* [What to work on]: Copy each line from the records below in which the word "Creek" is found.
** Material to process follows **
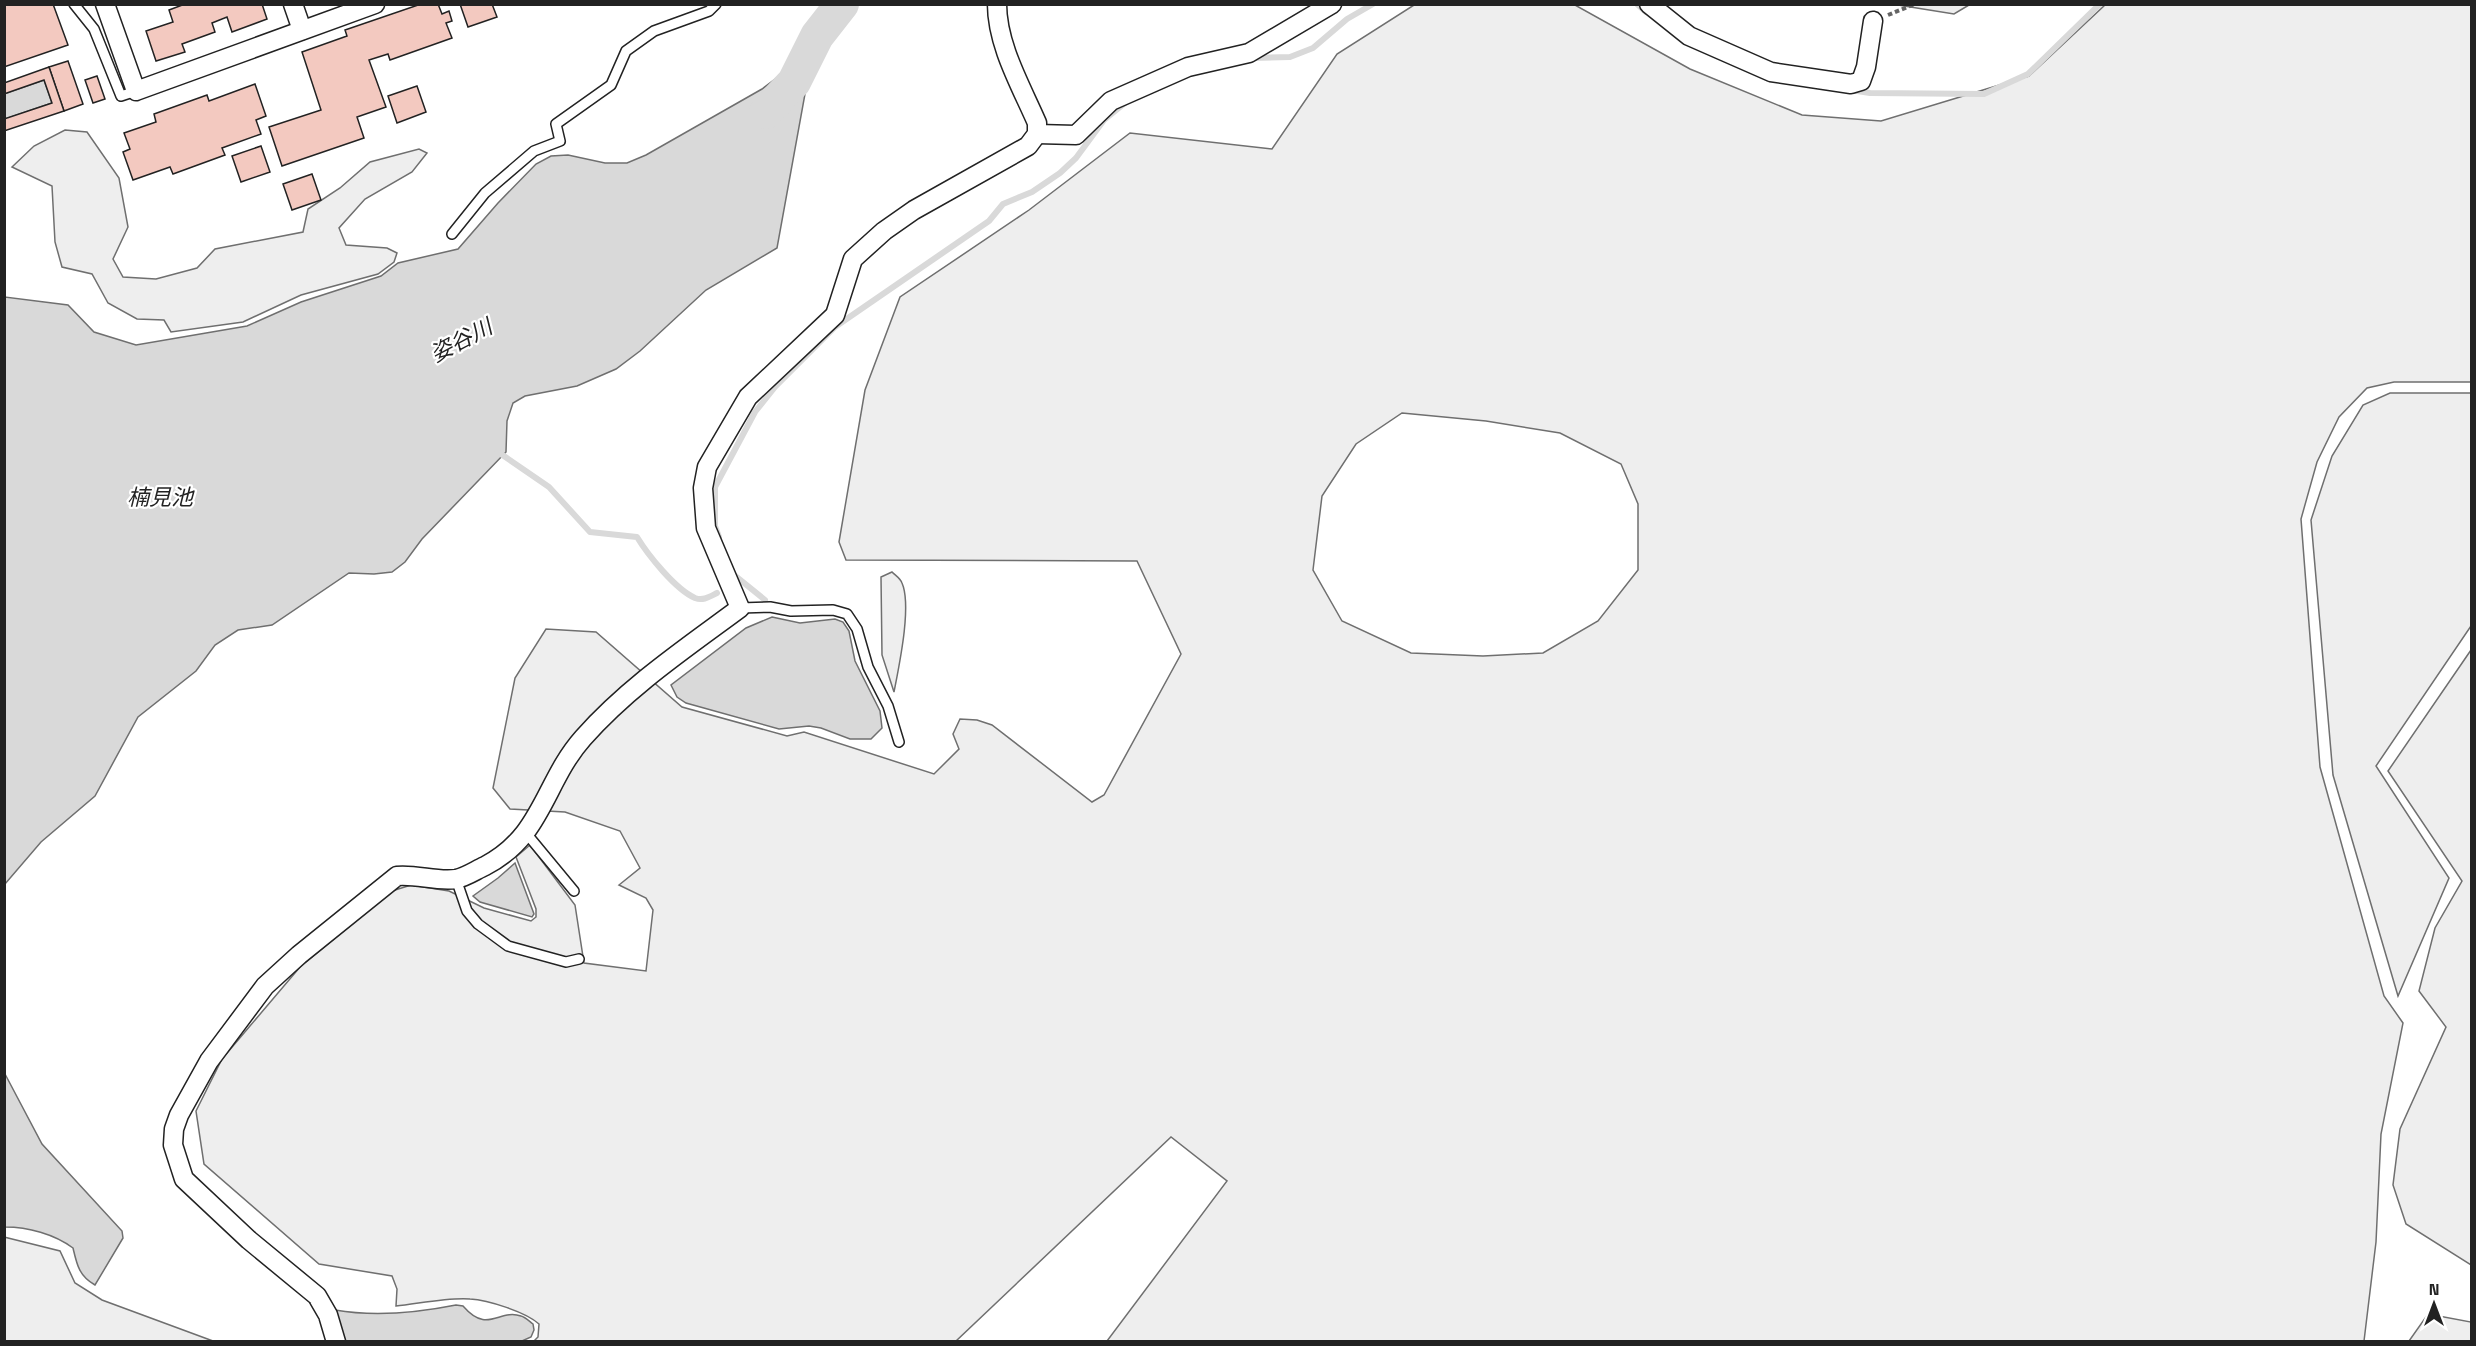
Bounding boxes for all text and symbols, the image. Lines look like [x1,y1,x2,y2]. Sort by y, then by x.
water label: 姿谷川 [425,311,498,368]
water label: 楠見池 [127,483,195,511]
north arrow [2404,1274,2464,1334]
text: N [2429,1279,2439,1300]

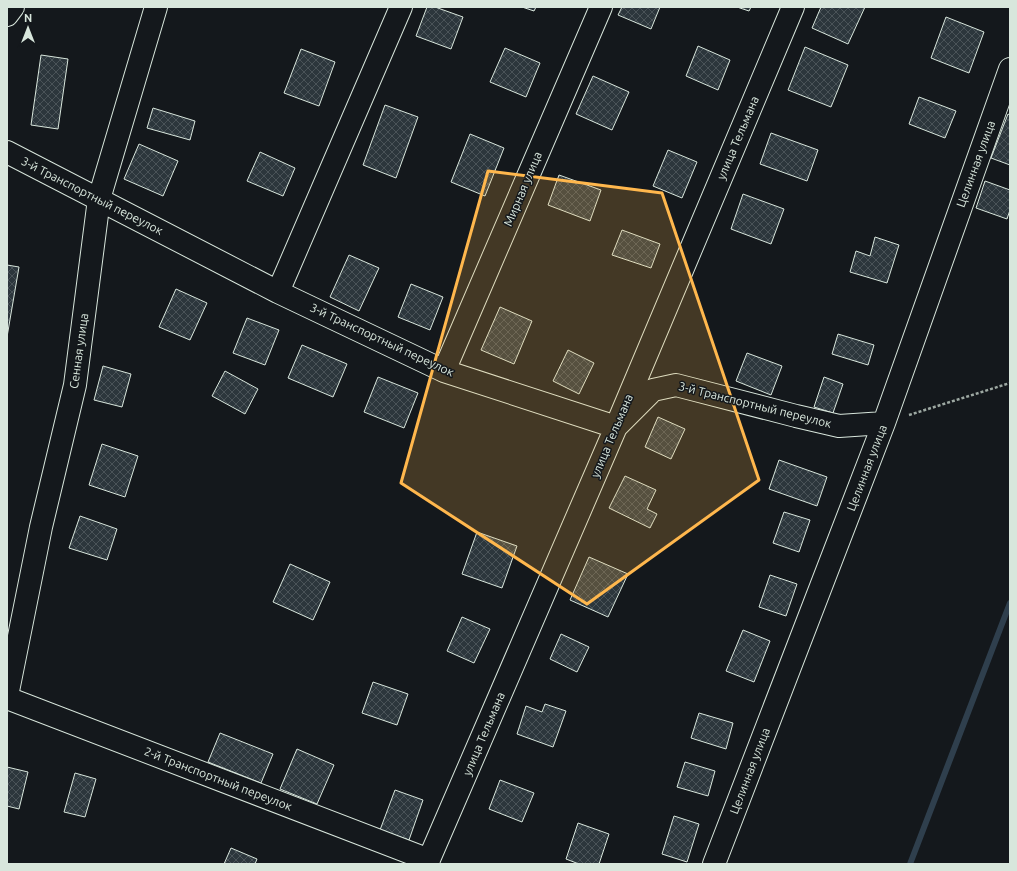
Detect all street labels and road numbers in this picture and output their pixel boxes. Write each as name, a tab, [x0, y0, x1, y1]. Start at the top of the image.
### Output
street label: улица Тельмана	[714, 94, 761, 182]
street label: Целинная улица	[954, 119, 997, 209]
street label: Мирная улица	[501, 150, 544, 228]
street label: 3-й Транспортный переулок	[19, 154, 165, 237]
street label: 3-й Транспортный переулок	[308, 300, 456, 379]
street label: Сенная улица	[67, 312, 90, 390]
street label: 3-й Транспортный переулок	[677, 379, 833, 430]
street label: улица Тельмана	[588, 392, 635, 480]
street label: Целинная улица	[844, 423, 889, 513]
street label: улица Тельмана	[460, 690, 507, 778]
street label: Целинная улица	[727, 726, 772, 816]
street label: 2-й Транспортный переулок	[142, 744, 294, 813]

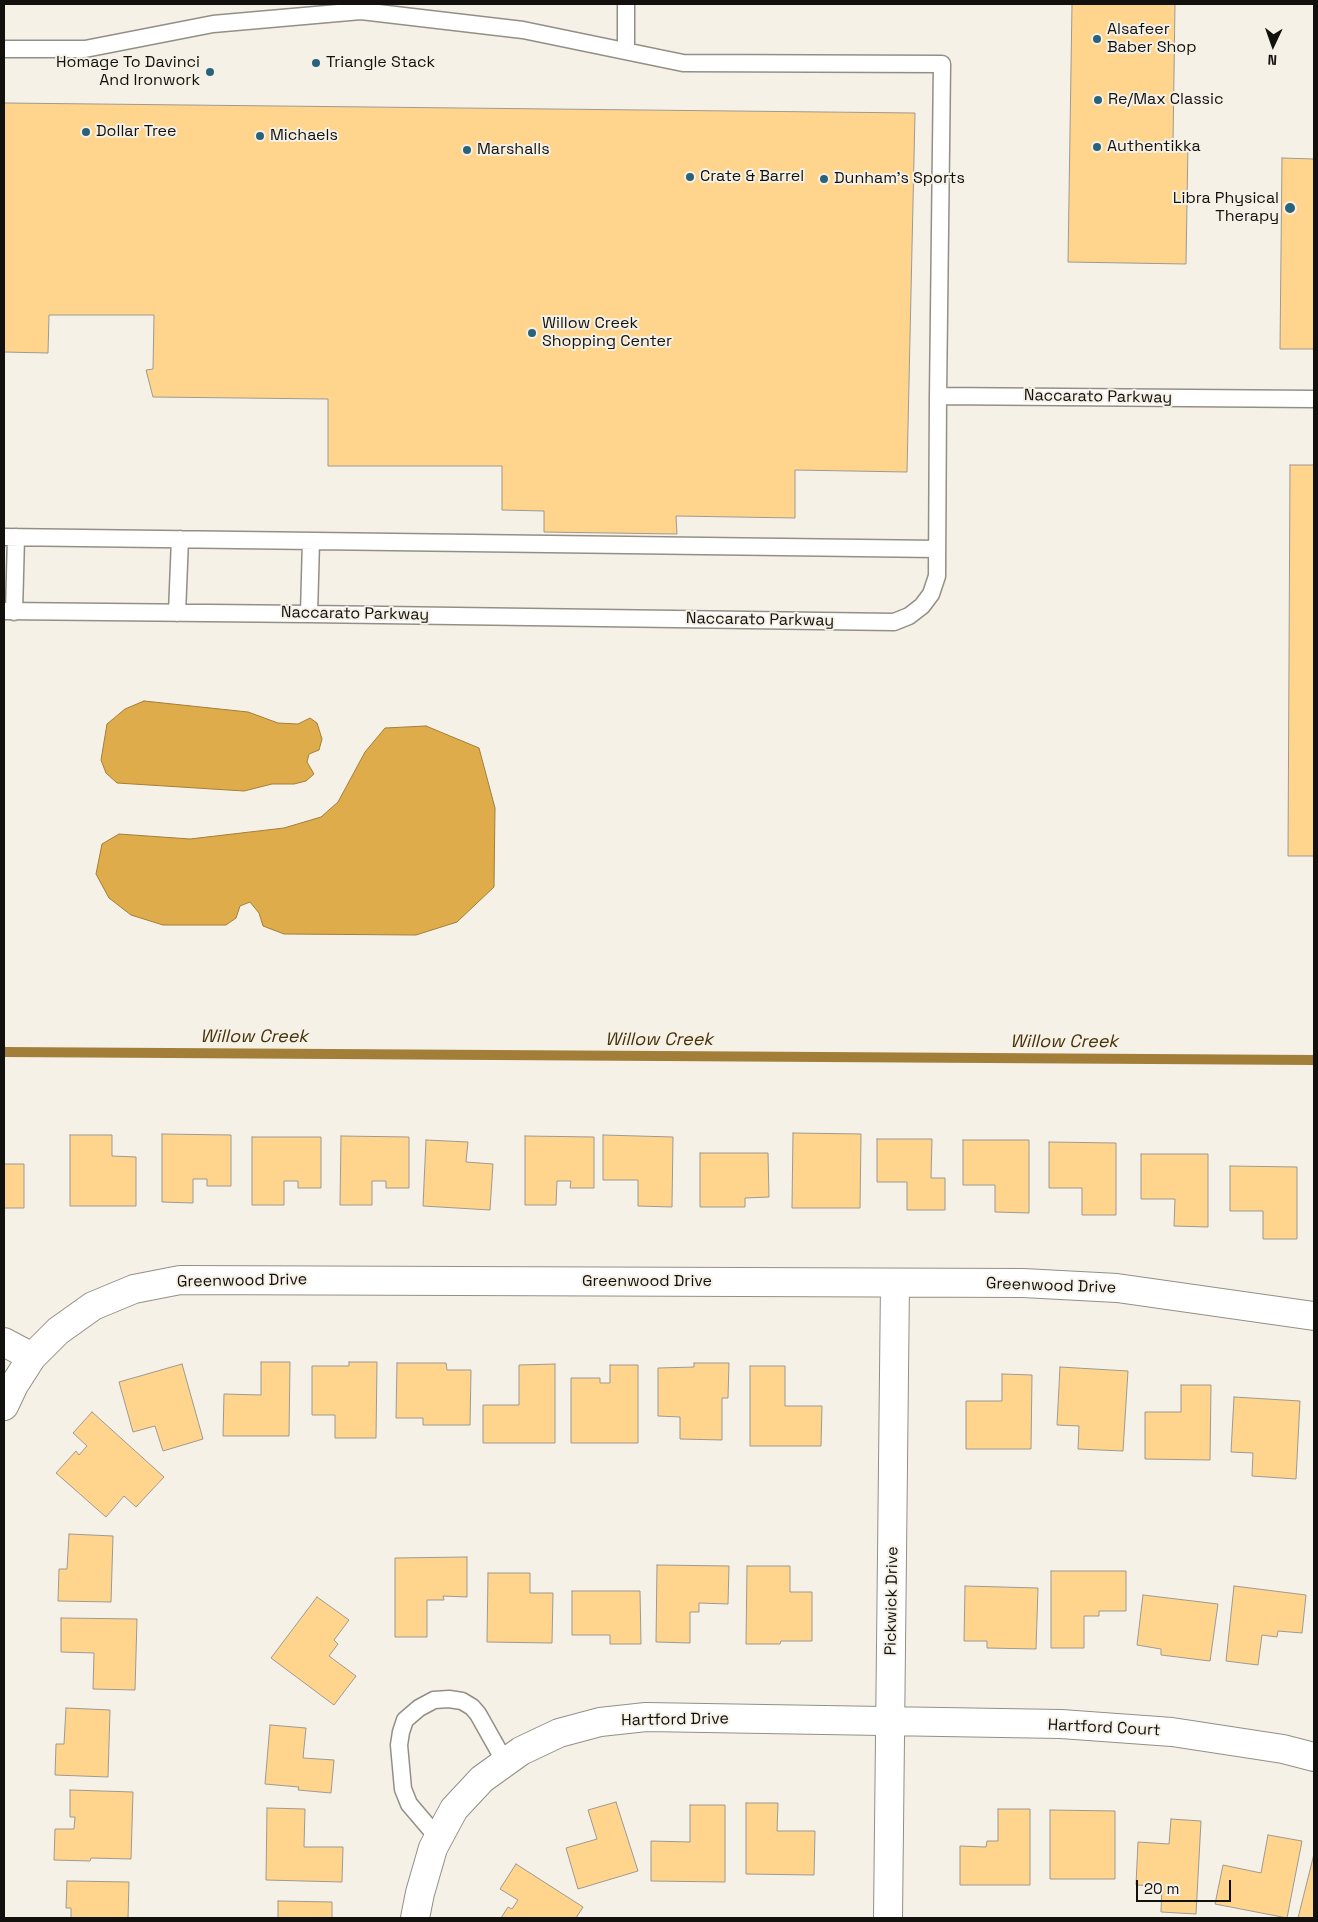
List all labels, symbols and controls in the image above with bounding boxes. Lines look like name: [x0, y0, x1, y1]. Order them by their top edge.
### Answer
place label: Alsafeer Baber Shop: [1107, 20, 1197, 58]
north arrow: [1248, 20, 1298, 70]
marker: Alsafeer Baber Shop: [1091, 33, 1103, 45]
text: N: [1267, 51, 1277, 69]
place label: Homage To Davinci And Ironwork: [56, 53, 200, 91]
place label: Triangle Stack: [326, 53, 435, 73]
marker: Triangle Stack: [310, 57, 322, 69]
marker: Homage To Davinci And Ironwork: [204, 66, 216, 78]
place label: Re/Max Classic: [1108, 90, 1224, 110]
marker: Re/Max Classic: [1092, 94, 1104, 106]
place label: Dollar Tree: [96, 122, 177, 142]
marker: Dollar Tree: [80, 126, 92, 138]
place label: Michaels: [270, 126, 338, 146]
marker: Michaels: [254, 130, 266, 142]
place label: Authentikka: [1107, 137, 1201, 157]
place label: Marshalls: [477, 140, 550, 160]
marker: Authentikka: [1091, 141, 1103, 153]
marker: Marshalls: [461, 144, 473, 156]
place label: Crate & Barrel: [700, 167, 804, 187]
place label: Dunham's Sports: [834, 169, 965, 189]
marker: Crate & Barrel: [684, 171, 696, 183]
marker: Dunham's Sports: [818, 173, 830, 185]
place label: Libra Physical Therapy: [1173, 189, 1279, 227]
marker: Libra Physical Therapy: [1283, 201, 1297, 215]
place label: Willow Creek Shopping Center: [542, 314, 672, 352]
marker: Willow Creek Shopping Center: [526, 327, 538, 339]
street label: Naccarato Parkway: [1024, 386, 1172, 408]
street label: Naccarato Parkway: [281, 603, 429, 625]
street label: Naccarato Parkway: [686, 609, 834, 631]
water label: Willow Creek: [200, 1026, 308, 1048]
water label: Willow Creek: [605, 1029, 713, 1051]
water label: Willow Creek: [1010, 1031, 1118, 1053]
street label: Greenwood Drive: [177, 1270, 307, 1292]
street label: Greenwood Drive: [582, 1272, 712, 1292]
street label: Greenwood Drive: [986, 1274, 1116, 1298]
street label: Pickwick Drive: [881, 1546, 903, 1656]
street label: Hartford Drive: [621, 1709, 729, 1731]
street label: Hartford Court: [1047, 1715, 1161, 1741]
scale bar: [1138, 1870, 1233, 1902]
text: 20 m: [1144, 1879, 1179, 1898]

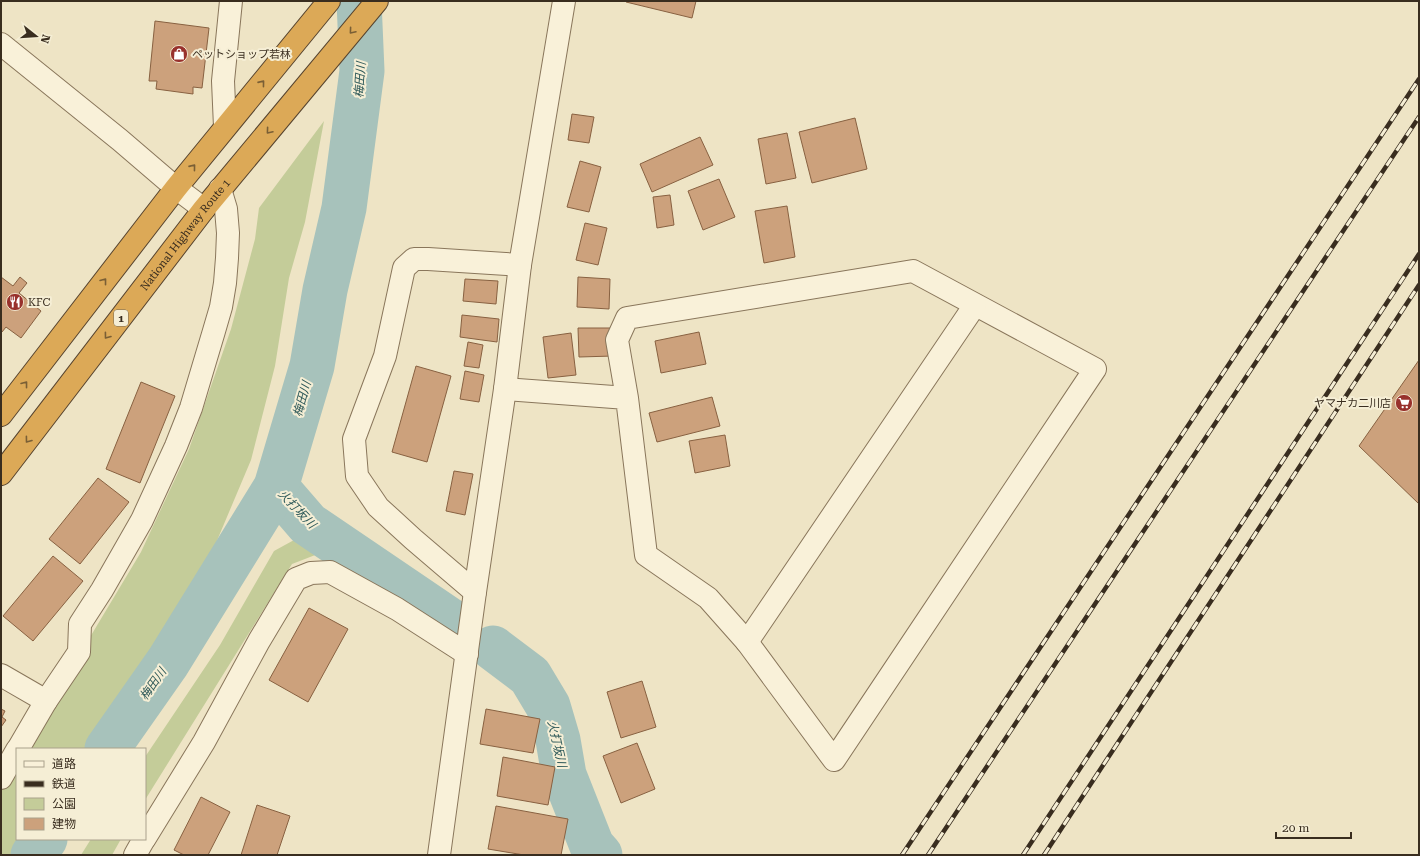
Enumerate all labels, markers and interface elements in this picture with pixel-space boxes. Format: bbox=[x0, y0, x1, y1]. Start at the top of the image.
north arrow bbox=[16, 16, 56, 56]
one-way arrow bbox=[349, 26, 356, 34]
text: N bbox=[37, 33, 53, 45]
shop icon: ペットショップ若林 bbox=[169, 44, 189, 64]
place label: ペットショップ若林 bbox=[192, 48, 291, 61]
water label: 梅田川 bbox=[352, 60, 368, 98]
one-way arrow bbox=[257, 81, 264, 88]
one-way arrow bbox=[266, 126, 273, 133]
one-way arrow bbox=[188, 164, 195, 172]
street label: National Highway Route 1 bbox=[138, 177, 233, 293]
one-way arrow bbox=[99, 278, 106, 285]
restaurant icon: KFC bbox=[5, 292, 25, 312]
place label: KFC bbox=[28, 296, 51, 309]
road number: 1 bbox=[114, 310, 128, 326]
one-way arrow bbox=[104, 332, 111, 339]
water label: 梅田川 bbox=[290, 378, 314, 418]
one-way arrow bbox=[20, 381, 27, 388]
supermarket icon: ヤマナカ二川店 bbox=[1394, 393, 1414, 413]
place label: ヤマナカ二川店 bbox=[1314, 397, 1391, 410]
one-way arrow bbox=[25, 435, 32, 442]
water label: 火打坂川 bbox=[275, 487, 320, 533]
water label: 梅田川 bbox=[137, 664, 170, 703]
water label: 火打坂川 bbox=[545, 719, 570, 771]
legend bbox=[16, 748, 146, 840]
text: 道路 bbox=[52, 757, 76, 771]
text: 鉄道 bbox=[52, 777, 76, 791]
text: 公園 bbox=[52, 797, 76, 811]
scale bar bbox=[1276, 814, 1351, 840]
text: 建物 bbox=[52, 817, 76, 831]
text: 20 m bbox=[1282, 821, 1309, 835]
** End of Material to process **
* [Result for this exercise]:
place label: Willow Creek Shopping Center: [542, 314, 672, 352]
marker: Willow Creek Shopping Center: [526, 327, 538, 339]
water label: Willow Creek: [200, 1026, 308, 1048]
water label: Willow Creek: [605, 1029, 713, 1051]
water label: Willow Creek: [1010, 1031, 1118, 1053]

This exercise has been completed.